*TASK INSTRUCTIONS*. Copy each line below that has "direction".

◇ ◇ ◇ ◇

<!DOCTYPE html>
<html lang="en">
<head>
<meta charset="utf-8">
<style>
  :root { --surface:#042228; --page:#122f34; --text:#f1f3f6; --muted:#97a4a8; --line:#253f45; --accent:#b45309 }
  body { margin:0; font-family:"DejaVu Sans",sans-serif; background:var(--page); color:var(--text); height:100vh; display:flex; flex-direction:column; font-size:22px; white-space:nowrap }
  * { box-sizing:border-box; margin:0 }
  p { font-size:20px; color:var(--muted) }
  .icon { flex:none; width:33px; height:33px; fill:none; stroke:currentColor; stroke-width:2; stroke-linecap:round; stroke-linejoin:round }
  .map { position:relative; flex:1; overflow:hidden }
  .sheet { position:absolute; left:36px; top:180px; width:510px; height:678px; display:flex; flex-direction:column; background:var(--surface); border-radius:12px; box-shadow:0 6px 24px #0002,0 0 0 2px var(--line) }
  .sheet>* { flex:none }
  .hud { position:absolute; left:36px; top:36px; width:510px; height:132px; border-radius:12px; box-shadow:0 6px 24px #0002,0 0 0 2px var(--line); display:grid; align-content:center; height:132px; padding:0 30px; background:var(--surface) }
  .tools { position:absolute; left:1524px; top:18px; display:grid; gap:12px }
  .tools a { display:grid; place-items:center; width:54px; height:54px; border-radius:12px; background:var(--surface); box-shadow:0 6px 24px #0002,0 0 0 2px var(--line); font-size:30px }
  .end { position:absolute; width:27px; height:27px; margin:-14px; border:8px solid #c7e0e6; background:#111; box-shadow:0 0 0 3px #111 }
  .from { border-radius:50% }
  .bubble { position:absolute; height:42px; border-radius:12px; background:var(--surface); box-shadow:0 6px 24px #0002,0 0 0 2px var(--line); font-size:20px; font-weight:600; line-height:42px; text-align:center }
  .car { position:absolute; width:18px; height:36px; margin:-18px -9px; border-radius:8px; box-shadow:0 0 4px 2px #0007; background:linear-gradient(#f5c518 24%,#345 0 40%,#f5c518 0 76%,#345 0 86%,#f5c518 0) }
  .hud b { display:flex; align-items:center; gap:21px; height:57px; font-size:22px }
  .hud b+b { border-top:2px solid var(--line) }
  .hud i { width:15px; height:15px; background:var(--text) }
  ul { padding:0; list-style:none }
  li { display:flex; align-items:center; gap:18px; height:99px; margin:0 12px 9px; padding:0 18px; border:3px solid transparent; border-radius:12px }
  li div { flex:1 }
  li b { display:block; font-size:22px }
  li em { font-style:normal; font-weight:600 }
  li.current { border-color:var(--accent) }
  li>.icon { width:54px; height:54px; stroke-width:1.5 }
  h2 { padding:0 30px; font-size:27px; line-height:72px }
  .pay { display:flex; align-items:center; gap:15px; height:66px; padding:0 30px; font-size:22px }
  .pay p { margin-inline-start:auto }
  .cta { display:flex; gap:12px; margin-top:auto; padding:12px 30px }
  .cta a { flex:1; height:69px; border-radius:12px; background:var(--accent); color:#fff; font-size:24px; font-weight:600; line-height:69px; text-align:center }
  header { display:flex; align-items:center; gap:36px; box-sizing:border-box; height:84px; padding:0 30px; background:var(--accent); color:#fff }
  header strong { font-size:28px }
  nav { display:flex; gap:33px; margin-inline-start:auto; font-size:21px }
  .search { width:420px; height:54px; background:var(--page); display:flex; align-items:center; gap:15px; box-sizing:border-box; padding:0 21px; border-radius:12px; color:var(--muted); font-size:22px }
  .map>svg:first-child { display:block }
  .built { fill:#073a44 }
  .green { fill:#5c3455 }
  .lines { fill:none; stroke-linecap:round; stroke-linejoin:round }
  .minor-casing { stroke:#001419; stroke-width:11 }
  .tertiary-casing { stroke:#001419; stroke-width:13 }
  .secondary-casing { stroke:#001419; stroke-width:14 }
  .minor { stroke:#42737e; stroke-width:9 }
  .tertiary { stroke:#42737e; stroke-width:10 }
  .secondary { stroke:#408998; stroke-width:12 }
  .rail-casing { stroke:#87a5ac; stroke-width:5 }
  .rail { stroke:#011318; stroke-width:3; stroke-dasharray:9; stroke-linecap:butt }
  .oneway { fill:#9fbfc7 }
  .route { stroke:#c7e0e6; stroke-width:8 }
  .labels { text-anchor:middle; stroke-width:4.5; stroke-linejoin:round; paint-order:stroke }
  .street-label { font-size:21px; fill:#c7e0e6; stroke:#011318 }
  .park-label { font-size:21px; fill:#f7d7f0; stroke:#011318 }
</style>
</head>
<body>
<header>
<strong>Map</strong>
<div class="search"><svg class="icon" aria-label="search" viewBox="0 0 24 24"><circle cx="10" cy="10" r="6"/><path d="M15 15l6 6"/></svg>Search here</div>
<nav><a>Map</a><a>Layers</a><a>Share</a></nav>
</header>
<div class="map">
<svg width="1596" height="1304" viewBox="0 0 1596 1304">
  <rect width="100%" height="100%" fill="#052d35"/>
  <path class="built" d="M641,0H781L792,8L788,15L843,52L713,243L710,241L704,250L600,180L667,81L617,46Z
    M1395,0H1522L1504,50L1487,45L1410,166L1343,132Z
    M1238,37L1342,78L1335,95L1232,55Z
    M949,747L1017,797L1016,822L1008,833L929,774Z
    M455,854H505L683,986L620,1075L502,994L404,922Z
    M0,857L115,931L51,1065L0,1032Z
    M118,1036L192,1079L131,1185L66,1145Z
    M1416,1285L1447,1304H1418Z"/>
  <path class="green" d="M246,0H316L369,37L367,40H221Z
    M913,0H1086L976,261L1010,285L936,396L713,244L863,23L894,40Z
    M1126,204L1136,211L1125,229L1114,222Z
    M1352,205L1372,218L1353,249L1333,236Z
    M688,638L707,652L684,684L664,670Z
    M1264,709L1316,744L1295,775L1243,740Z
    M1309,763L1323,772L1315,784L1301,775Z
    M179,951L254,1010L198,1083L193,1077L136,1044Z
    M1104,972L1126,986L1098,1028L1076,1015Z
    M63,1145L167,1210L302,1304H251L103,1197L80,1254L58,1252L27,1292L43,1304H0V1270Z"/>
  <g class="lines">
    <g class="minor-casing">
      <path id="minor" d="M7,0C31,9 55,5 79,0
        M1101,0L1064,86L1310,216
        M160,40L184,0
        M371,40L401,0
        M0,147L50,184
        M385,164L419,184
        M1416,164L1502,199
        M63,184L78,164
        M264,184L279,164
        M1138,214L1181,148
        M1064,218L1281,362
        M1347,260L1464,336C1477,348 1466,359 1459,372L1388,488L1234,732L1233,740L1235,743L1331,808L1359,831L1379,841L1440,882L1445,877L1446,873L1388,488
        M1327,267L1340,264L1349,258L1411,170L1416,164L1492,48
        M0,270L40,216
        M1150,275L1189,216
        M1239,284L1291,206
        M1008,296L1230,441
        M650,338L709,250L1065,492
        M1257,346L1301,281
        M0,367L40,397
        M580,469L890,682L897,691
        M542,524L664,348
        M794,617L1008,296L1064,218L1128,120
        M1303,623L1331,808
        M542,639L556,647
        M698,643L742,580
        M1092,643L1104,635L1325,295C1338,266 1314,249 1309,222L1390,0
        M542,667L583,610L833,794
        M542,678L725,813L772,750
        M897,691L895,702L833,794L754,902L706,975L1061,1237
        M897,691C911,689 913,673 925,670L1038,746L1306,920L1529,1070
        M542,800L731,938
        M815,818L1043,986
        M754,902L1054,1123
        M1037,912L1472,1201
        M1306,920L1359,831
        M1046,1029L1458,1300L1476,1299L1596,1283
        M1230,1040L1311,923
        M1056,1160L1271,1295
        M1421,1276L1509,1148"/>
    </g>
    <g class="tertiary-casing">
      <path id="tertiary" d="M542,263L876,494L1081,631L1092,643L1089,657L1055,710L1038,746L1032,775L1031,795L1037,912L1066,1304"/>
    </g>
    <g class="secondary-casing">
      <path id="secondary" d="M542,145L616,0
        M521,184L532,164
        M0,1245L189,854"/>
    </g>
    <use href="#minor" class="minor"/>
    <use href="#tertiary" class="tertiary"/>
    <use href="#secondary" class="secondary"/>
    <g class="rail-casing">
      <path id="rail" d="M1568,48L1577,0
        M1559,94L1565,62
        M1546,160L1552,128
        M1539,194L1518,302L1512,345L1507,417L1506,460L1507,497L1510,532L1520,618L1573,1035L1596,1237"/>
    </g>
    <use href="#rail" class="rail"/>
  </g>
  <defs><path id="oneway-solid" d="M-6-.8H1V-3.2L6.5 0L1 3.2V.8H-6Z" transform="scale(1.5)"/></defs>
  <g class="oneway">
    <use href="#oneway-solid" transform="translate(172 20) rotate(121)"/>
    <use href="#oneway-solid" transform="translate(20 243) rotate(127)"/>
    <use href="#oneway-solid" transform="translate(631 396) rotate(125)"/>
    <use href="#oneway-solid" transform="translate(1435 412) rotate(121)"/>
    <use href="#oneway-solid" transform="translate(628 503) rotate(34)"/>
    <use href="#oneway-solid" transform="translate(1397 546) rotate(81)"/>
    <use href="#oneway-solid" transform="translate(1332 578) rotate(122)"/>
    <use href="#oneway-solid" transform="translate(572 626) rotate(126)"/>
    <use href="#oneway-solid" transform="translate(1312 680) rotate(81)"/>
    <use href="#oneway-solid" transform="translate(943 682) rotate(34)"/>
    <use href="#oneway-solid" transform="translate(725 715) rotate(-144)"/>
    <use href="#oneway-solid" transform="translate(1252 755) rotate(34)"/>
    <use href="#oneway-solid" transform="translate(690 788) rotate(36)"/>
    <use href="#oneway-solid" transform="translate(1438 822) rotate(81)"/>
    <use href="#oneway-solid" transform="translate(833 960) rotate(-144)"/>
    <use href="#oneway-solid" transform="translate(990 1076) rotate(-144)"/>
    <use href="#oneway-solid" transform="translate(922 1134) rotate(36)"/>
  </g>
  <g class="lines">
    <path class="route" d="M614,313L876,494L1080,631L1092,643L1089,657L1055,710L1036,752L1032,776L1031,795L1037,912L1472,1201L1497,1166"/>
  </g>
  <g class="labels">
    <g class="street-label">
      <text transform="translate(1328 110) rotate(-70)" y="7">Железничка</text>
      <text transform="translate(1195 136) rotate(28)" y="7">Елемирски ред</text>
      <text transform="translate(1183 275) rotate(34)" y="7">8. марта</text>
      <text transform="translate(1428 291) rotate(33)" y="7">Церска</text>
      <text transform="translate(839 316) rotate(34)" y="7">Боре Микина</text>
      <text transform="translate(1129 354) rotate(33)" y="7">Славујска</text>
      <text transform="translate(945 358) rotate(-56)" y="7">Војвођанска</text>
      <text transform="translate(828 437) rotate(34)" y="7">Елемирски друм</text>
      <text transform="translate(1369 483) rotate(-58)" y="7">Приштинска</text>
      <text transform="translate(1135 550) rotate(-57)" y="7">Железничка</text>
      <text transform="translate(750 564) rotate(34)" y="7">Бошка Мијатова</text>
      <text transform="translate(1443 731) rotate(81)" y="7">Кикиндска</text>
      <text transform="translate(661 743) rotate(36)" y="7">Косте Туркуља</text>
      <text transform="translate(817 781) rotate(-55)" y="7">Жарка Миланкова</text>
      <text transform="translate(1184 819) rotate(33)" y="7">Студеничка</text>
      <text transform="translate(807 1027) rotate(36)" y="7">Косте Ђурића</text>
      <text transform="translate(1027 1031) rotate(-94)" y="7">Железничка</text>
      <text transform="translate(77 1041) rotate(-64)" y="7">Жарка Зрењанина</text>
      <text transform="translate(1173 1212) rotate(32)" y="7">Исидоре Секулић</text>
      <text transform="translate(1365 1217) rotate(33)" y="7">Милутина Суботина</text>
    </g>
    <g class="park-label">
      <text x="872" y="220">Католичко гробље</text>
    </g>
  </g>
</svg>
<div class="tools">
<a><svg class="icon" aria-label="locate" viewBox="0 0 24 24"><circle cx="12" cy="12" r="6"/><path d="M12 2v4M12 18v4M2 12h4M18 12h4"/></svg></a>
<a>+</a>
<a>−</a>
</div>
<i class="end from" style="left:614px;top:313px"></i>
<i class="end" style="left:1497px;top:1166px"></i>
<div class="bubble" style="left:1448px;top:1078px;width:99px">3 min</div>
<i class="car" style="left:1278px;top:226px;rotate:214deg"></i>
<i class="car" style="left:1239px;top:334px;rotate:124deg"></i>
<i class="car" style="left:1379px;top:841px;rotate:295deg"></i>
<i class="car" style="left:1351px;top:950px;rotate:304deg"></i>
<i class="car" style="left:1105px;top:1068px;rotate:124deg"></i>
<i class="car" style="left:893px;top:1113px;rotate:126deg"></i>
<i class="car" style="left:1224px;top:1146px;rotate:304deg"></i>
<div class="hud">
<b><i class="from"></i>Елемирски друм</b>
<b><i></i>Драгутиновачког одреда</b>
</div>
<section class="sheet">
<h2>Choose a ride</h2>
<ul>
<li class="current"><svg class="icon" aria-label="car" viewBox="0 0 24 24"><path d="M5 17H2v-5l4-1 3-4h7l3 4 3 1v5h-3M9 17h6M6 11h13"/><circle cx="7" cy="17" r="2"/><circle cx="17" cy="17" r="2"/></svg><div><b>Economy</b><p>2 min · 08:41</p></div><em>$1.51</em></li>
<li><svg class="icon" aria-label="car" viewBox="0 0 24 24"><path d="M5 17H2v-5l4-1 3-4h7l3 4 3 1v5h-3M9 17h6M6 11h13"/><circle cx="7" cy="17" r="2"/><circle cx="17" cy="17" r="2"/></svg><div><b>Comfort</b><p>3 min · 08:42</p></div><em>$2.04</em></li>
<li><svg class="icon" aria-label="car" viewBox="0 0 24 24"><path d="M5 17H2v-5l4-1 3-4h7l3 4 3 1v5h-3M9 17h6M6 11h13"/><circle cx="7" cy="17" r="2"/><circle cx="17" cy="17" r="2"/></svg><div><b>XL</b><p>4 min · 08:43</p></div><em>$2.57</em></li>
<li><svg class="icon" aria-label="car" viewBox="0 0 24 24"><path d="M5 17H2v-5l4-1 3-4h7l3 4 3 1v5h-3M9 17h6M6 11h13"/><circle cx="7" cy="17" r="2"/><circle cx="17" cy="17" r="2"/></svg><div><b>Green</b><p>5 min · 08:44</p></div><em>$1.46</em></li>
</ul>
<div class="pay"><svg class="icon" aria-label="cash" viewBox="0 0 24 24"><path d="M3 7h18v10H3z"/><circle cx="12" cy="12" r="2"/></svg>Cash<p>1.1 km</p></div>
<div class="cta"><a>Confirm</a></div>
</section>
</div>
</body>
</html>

◇ ◇ ◇ ◇

*EXERCISE SOLUTION*.
  body { margin:0; font-family:"DejaVu Sans",sans-serif; background:var(--page); color:var(--text); height:100vh; display:flex; flex-direction:column; font-size:22px; white-space:nowrap }
  .sheet { position:absolute; left:36px; top:180px; width:510px; height:678px; display:flex; flex-direction:column; background:var(--surface); border-radius:12px; box-shadow:0 6px 24px #0002,0 0 0 2px var(--line) }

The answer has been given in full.